Replay on LibraryThing More than 1 year ago
Who's the little boy who wrote this book? Oh...the former president of the USA. Curiosity.
pbirch01 on LibraryThing More than 1 year ago
I can wholeheartedly agree with the other reviews that this is a slow book. However, that does not mean that it should not be read. This book took me several months to finish and I had to repeatedly renew it from the library. Clinton's attention to detail is impressive which is one reason why it can take such a long time to finish this book. He seems to mention almost everyone he knows including the guy who cut his hair when he was twelve. His literary style can often be described as rambling as he jumps around occasionally and has varying syntax. Although this may be frustrating from a literary standpoint, it also gives us an insight into the mind of a great politician as it allows us to see how he relates to the world around him. It also gives a unique and candid view of some famous world leaders some of us know only from the news. His optimism throughout his personal and public struggles are best seen in his somewhat rambling writing style.
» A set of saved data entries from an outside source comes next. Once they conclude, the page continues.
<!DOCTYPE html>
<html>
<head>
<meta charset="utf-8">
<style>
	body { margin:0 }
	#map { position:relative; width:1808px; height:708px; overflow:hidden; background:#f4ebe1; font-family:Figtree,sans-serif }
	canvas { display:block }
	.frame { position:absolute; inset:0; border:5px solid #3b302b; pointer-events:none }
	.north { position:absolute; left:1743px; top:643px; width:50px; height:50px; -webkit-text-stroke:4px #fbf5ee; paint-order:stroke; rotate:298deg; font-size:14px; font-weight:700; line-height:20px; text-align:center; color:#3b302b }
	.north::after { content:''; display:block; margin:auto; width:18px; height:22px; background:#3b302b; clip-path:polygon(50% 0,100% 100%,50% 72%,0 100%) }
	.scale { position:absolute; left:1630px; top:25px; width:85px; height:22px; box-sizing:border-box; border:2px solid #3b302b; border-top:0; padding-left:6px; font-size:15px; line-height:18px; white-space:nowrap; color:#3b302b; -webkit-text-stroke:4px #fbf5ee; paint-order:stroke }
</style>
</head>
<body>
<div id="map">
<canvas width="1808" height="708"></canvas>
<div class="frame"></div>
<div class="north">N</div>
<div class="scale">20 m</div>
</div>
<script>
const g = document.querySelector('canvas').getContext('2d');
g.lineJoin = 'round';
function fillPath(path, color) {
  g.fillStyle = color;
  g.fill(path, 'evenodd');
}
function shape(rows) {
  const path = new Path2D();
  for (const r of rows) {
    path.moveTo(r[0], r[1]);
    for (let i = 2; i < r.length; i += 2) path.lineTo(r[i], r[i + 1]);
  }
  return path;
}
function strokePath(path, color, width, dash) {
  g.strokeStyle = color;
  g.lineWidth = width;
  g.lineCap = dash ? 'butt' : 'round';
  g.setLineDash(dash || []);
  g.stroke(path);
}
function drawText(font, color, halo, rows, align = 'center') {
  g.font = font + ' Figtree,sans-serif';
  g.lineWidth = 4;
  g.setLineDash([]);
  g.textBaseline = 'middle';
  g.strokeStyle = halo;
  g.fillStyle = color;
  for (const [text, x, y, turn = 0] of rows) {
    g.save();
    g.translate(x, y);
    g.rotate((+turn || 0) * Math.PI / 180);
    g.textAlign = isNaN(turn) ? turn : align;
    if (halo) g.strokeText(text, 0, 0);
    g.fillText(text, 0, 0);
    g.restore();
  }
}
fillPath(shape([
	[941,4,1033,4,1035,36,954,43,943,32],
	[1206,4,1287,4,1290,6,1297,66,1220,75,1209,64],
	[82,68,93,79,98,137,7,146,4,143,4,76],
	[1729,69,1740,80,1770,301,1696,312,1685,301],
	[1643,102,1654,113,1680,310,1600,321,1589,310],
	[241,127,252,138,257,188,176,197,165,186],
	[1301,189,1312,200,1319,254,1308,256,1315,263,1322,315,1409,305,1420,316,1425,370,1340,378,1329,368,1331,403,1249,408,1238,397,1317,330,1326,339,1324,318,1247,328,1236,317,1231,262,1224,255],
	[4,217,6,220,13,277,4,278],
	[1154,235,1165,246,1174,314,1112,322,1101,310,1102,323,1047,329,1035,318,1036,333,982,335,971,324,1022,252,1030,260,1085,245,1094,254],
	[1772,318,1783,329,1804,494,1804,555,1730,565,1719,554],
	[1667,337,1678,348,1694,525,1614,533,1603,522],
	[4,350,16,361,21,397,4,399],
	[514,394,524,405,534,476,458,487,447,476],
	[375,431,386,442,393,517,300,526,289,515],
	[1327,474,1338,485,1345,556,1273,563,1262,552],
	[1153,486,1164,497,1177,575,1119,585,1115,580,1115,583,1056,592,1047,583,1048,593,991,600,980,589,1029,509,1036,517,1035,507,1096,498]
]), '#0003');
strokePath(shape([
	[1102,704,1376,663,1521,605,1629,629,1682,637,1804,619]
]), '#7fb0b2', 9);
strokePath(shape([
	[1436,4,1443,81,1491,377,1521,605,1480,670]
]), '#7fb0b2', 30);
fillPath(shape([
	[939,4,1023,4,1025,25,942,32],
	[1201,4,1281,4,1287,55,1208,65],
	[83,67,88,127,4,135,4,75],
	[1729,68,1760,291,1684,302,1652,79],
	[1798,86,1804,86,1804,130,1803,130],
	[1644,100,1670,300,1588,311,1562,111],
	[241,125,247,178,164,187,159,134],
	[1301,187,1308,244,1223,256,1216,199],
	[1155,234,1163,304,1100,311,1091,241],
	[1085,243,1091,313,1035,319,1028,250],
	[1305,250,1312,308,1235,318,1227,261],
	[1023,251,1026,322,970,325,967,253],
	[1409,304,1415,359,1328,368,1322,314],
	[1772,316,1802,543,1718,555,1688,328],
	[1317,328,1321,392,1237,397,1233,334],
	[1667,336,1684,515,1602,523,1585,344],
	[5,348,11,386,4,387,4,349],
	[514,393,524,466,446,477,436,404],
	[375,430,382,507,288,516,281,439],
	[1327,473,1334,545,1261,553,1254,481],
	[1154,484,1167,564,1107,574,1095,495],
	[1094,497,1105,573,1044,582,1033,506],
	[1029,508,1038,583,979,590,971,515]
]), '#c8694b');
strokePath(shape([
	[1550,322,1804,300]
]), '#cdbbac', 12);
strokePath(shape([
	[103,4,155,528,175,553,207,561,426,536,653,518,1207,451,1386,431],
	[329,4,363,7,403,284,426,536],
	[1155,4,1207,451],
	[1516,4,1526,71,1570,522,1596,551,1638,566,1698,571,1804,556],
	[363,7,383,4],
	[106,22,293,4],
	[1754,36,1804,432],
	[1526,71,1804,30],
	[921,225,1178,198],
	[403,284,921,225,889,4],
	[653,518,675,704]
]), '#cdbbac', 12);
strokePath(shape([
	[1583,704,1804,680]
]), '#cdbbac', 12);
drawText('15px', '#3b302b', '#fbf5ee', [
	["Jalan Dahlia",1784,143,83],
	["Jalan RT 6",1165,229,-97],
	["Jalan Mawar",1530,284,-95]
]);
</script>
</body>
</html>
mramos on LibraryThing More than 1 year ago
'My Life' is a long and detailed autobiography of William Jefferson Clinton, the forty-second president of the United States of America. Though this book is very long, approximately one thousand pages, it was entertaining enough to read the whole thing. It is obvious that he kept a detailed diary his whole life. Pres. Clinton's book is not the normal biography. It is written in chronological order starting with his boyhood. Though as you read it you will find yourself jumping all over time. He does this whenever he feels he has to defend his actions. And I felt the whole book is about trying to defend his legacy and set the record straight. The book seems very self-serving and he seems more concerned about what we think of him, instead of just writing what transpired. Though I did find his book very easy to read. I did feel as if he I was sitting on a covered front porch with a class of ice tea and listening as Pres. Clinton spins an interesting tale. I had no problem reading the entire book and did find it enjoyable despite his agenda. He does share some of his shortcomings and how he overcame them. This is also a story of a boy making good in America. He comes from rural state and used every opportunity America offers each and every one of us. And that message is worth sharing. Do not pick up this book looking for dark details of his life. You will not find it. But I did learn much about how he saw himself and his view on affairs that affected or touched his life. I do recommend reading this book.